A controlled trial in Norway found that the popular dietary supplement glucosamine was no better than placebo at reducing pain-related disability in people with lower back pain with degenerative lumbar osteoarthritis (OA).

You can read about the trial in a report by lead investigator Dr Philip Wilkens of the Department of Orthopaedics at Oslo University Hospital in the 7 July online issue of JAMA.

Despite being one of the most common conditions seen in general practice, treatment for non-specific chronic low back pain is often expensive and ineffective, commented Dr Andrew L. Avins, in an editorial accompanying the report.

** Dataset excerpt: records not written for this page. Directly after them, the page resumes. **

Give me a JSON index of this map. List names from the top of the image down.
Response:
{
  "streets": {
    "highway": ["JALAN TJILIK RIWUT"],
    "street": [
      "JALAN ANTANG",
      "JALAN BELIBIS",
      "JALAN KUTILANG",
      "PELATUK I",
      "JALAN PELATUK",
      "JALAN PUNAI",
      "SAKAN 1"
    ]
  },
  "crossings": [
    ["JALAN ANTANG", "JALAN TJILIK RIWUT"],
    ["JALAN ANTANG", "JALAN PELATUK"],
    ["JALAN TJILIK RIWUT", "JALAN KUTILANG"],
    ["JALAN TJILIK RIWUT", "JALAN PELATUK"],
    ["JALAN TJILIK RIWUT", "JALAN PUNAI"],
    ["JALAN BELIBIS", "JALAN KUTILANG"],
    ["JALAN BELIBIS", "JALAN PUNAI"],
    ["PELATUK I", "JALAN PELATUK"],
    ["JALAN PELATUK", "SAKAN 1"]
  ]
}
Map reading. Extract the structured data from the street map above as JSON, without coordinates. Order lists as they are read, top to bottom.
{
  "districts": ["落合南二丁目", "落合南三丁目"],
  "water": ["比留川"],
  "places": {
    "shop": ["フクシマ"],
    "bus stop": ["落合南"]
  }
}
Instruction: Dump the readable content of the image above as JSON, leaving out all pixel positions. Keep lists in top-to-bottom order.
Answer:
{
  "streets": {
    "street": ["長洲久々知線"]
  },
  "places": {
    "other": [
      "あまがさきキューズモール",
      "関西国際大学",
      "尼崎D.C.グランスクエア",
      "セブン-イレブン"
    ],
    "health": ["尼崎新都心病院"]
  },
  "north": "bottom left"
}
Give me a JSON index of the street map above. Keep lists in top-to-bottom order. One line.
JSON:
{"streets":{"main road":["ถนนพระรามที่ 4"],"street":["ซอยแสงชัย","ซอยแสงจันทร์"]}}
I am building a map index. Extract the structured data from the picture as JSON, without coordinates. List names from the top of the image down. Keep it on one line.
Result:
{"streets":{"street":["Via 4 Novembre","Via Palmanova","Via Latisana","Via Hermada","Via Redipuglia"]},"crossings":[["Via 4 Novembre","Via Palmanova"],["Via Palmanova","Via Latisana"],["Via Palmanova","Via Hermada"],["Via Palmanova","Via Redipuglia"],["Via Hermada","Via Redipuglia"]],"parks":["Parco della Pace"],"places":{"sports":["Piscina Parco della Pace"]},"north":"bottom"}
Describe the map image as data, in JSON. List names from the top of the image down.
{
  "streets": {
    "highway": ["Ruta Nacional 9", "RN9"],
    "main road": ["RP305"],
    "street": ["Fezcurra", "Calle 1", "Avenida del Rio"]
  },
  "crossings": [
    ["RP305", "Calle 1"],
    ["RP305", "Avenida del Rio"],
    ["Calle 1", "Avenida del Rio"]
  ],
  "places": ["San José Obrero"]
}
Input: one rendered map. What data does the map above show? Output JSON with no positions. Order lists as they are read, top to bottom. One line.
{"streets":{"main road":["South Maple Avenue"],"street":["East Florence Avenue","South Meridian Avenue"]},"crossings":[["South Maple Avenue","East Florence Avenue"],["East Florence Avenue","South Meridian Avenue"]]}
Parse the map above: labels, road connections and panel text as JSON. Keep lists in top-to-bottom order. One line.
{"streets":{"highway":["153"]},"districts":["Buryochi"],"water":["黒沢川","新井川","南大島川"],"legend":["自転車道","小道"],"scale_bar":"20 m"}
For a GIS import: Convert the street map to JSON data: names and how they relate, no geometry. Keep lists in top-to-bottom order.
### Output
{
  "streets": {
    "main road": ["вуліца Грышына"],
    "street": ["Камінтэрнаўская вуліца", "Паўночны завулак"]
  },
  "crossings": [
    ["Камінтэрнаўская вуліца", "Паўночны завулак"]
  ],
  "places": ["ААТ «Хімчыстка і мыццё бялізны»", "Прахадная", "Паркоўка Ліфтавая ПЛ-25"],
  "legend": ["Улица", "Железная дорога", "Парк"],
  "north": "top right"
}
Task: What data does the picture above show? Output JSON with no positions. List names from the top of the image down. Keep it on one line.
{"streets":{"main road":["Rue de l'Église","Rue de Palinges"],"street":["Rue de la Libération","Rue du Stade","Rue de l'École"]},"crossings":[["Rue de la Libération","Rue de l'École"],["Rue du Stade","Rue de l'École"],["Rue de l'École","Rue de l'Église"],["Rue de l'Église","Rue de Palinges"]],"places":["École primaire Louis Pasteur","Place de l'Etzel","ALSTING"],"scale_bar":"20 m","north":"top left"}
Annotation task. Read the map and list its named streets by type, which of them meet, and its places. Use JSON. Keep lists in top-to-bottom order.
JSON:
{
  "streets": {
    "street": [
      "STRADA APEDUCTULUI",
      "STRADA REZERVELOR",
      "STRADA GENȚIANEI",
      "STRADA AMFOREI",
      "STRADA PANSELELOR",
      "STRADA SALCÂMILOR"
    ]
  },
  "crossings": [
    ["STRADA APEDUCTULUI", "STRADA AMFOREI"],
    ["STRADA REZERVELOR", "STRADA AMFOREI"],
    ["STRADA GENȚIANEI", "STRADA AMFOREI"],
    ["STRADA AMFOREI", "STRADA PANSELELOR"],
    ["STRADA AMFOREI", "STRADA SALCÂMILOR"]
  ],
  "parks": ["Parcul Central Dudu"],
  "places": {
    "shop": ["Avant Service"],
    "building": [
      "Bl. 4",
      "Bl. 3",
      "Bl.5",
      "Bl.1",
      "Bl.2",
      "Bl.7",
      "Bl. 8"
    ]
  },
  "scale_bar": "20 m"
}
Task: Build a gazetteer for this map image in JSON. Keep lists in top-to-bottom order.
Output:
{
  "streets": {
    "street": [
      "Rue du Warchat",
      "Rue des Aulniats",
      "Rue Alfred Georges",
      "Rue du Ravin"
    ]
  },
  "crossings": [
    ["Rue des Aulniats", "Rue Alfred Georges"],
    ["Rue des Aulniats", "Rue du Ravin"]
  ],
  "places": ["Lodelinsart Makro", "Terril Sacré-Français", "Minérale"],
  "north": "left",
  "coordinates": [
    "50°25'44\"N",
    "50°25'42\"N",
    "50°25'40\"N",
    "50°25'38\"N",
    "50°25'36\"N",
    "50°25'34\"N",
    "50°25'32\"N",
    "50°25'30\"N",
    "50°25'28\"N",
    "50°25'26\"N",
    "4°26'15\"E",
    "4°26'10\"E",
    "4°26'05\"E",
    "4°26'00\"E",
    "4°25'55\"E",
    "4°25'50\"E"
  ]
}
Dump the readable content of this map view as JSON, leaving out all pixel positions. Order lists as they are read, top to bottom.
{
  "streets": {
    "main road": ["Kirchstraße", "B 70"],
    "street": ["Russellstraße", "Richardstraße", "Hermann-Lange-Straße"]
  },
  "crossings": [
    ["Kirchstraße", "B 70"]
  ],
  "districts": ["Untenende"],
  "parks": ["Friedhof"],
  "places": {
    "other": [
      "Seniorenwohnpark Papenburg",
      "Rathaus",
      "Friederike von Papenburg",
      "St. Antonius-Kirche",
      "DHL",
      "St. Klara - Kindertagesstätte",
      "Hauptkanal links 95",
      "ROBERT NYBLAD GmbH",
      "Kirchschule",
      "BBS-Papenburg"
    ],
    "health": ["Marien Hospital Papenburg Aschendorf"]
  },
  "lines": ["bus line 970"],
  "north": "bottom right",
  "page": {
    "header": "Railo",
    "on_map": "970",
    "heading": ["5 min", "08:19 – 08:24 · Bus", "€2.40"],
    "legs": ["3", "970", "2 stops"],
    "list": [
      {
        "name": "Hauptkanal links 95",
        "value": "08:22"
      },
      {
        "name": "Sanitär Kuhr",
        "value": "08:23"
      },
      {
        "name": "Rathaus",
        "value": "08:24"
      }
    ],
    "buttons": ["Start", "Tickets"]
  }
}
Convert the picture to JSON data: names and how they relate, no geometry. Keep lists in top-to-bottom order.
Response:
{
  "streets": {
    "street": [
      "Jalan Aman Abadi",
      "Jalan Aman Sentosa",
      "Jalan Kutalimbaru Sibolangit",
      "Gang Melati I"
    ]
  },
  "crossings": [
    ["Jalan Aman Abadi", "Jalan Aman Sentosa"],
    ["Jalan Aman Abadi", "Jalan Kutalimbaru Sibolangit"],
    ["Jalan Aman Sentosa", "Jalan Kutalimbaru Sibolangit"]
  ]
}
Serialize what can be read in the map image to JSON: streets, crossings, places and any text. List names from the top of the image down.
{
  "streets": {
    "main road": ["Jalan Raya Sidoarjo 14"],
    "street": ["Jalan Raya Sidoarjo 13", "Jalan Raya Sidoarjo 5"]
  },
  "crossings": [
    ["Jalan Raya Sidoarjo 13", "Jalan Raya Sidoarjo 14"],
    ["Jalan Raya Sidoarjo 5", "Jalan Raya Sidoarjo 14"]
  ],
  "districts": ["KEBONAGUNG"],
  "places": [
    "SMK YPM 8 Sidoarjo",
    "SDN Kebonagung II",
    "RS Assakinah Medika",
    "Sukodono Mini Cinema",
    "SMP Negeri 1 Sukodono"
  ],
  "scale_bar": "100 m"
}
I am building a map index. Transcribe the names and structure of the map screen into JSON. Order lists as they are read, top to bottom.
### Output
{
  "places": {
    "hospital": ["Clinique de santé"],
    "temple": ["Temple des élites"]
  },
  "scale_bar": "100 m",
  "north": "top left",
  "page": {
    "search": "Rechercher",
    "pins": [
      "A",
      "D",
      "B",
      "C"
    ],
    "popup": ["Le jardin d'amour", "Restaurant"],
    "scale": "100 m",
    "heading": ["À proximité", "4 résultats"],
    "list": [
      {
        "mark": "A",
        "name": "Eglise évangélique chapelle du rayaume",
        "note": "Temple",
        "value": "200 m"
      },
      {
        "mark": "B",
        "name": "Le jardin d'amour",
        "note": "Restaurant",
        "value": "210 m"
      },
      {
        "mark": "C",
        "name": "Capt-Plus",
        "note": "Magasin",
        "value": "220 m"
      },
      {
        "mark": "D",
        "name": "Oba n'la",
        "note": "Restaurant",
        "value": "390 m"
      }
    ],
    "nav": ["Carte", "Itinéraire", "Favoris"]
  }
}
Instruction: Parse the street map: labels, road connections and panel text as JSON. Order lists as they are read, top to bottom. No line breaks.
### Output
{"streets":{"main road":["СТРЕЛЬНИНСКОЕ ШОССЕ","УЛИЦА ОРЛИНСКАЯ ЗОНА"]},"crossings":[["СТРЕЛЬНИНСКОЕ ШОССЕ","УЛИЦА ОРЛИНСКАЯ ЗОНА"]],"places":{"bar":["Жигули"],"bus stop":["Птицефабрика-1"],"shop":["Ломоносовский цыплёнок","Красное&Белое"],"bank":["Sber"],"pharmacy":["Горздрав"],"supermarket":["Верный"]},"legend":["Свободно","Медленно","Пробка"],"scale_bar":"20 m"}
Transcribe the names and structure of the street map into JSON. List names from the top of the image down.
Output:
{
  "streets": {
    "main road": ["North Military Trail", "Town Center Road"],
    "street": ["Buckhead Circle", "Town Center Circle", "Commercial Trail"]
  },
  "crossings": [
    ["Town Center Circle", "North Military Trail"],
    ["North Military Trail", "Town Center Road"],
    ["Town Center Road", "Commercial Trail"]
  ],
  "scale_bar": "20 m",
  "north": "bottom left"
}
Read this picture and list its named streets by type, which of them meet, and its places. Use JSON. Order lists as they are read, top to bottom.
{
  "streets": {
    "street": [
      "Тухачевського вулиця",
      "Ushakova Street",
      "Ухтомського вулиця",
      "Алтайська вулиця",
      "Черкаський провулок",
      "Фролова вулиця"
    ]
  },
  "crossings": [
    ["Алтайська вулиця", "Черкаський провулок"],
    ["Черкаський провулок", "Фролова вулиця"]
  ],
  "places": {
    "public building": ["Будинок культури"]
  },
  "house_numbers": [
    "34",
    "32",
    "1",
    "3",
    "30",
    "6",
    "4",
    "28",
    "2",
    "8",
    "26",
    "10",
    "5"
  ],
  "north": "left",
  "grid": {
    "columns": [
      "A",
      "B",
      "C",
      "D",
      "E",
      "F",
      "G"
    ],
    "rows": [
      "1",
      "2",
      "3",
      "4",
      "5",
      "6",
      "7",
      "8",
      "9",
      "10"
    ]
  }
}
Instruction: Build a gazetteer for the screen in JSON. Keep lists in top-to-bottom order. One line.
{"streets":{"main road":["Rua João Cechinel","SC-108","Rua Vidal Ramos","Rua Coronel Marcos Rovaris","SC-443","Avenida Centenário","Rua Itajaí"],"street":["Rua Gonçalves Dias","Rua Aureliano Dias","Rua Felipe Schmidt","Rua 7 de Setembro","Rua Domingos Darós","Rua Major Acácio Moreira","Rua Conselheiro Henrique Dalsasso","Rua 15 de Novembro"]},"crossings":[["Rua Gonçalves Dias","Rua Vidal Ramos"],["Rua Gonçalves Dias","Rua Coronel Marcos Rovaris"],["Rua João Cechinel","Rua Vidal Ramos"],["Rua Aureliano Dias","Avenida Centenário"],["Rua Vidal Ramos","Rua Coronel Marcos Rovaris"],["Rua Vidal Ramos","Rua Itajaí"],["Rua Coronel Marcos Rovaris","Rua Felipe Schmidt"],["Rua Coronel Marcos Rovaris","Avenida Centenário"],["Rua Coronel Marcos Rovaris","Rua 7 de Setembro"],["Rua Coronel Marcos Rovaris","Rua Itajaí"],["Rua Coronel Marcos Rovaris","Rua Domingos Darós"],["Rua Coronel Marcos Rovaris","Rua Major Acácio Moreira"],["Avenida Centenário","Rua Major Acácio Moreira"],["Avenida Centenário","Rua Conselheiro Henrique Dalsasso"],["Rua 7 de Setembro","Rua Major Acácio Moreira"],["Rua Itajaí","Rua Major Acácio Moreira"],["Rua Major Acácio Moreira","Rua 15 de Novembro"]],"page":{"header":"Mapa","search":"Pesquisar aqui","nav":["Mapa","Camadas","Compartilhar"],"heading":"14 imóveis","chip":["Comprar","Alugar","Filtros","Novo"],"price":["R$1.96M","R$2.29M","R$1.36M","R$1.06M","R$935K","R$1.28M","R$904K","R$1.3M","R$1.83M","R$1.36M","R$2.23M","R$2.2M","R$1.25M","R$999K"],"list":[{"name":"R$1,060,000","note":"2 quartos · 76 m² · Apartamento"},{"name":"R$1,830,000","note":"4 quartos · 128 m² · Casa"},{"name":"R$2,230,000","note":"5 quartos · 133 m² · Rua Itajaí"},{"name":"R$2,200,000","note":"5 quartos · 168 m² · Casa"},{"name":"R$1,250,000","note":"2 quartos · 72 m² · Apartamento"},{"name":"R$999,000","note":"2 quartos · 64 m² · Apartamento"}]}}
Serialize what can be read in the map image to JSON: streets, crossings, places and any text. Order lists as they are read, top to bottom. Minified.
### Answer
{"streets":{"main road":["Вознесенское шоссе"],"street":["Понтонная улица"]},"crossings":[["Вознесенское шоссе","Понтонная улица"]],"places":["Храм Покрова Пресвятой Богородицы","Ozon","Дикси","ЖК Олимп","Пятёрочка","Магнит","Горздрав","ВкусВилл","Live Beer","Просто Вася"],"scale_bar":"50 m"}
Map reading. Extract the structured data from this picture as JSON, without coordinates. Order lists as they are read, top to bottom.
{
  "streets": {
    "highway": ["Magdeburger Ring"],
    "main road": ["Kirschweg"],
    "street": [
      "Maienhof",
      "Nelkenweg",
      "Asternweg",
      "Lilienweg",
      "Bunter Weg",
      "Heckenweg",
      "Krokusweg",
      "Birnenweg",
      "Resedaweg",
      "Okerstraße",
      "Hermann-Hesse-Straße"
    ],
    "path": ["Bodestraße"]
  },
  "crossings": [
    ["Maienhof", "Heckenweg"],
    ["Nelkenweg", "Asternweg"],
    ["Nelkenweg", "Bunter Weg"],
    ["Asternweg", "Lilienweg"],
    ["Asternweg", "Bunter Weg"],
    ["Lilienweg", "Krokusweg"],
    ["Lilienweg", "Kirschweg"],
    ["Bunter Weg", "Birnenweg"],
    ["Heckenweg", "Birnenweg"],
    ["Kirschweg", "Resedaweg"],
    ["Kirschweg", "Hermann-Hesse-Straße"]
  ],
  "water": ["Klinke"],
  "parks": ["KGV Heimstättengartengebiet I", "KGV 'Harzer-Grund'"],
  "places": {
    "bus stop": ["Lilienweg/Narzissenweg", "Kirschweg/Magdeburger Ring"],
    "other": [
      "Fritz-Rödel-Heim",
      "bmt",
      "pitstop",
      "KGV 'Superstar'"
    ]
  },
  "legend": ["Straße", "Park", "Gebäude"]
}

Avins explains how development of low back pain is somewhat of a clinical mystery: evidence on effective treatments is flimsy and dogged by badly designed studies, leaving doctors with very little reliable information to work with, making it nearly impossible to plan treatments in a rational way. The result is that many patients turn to complementary and alternative therapies.

Glucosamine is a precursor of a compound that makes up cartilage in joints (it is a precursor of glycosaminoglycans, unbranched chains of polysaccharides that when linked to proteins become proteoglycans that form part of the connective tissue in joints).

As a dietary oral supplement, mostly from animal or fish origin, glucosamine is widely used by patients with osteoarthritis (OA), possibly because they believe it will reverse or stop cartilage degeneration.

Wilkens and colleagues wrote in their background information that there is little evidence to support this belief, and so they set out to investigate the effect of glucosamine in patients with lower back pain and degenerative lumbar OA.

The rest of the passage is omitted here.